No matter - I'll ring their helpline, they can take me through it. It says in the paperwork which comes with the thing that they're open 'til 10pm on weeknights and day times at weekends. Nope - they've entirely failed to answer so far, putting me though instead to a recorded message informing me that the 'mailbox is full and cannot accept any messages'. It turns out, from further research on the internet, that they are in fact not open until 10pm at all, so the constant phone calls I made to them after 8pm, when I get home from work, were utterly pointless.
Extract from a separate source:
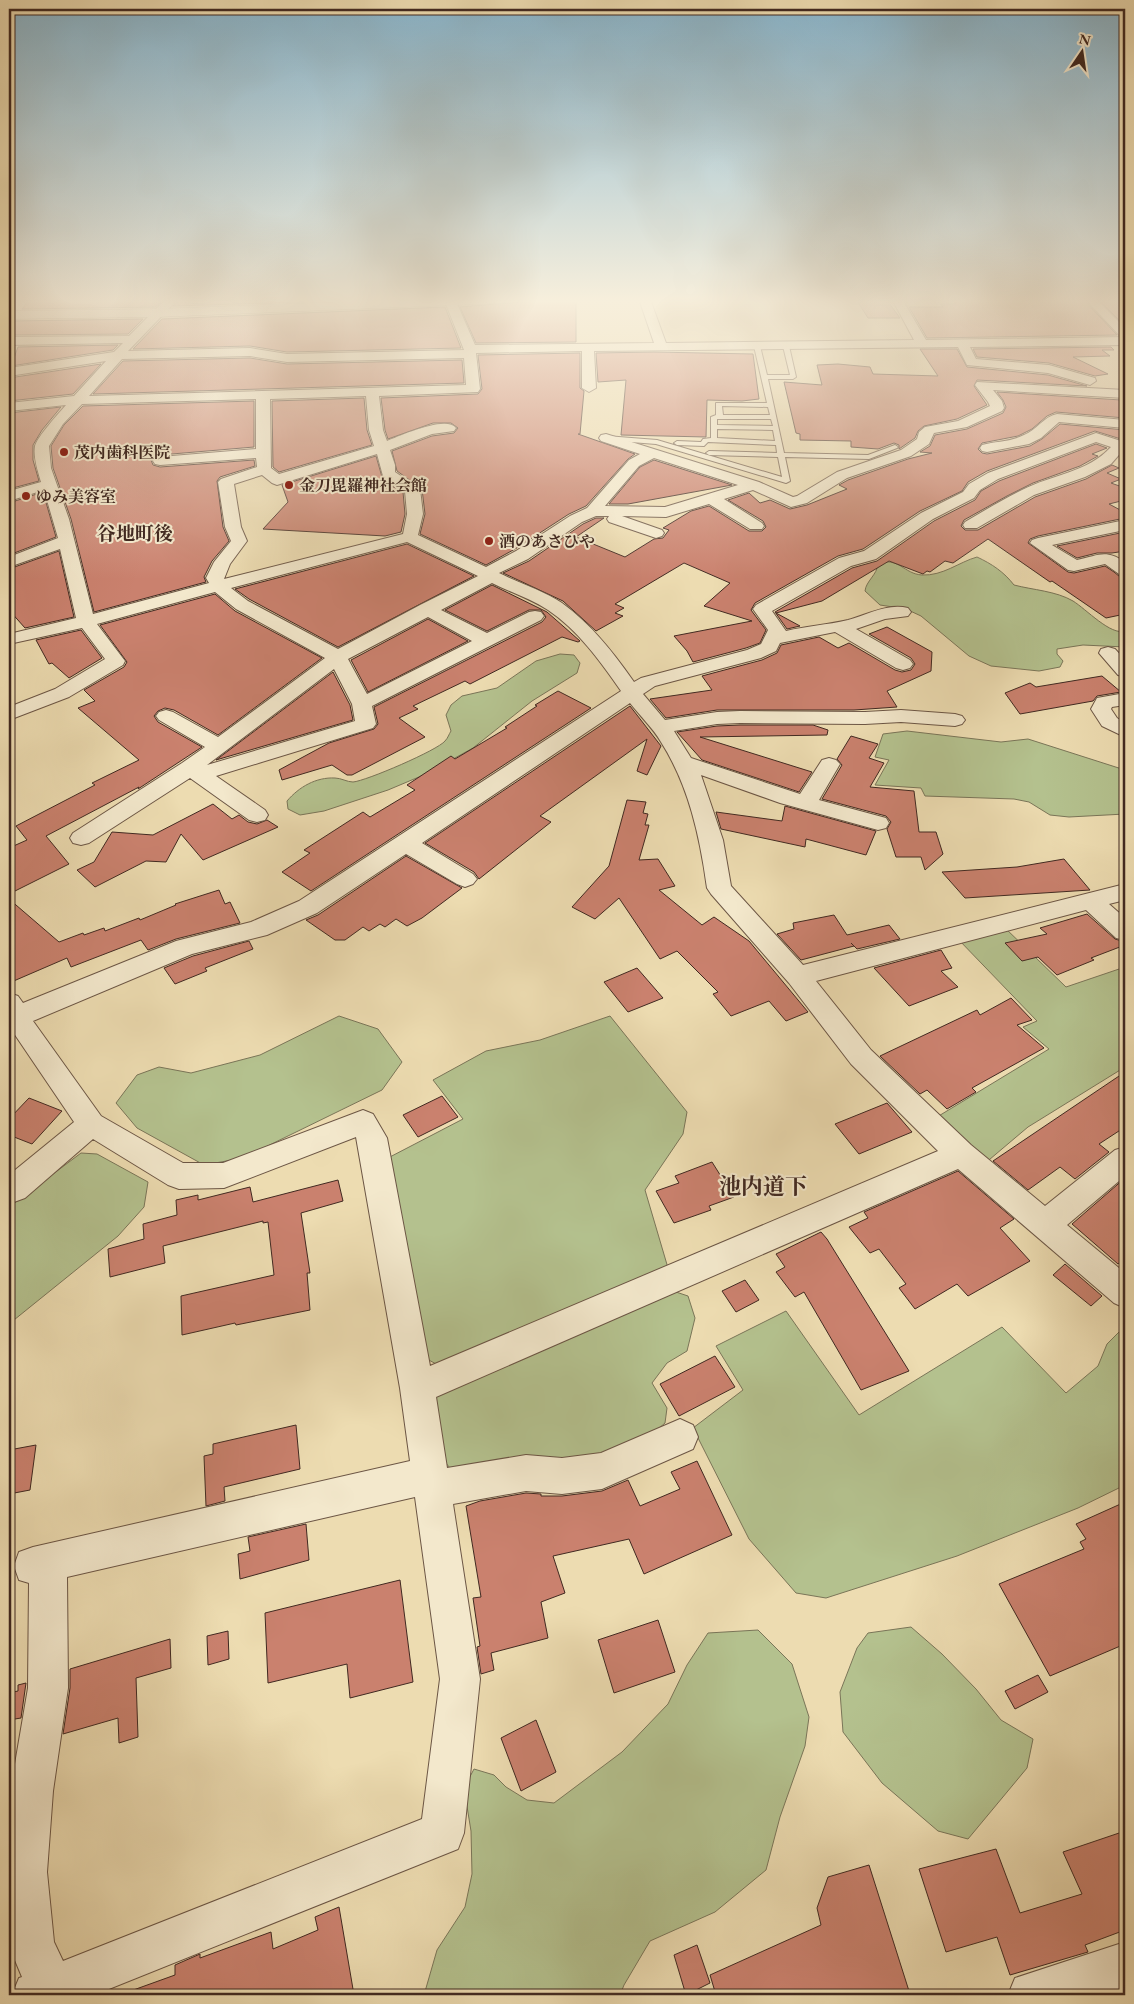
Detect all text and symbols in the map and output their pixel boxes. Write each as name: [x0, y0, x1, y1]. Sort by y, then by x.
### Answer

OK then. I'll try my own internet provider. After all, they recommended the router and may have somebody available who could help me set it up. So I call them, get put through by a series of electronically-offered menu options to a machine which offers me five choices of hold music (but no choice of not having it) and then I hold on for 10 minutes. When I gave up after waiting that long, it turns out they're not open beyond 7pm either, so I'm wasting my time there, not that the entirely mechanised super-duper all-star, singing, dancing system of multiple-choice hold music would tell me that.

If this makes boring reading, I'm very sorry - I can assure you it's not as boring as the process of constantly wasting my evenings in a fruitless search for non über-geek advice on setting the bastard up. I'll be choosing option 53 from the menu next time I find myself waiting pointlessly on the bloody phone - set fire to the box, throw it out the window, and post broken glass and ashes to the useless, lying, unhelpful bastards who made the thing in the mistaken belief that everybody who wants to use the internet at home is basically Commander Data from Star Trek and need only interface with it by plugging some part of their anatomy into it to set it up.

1 comment:

  1. Violent defenestration is the answer to most things technical, I have discovered.

    Your little episode reminds me of a chapter in the Mark Leigh / Mike Lepine book "How To Be A Superhero". Garbled electronics handbooks of Japanese origin are often the modern Ninja's modus operandi of assassinating their prey by inducing fits of apoplexy. Have you annoyed a ninja recently? Be careful!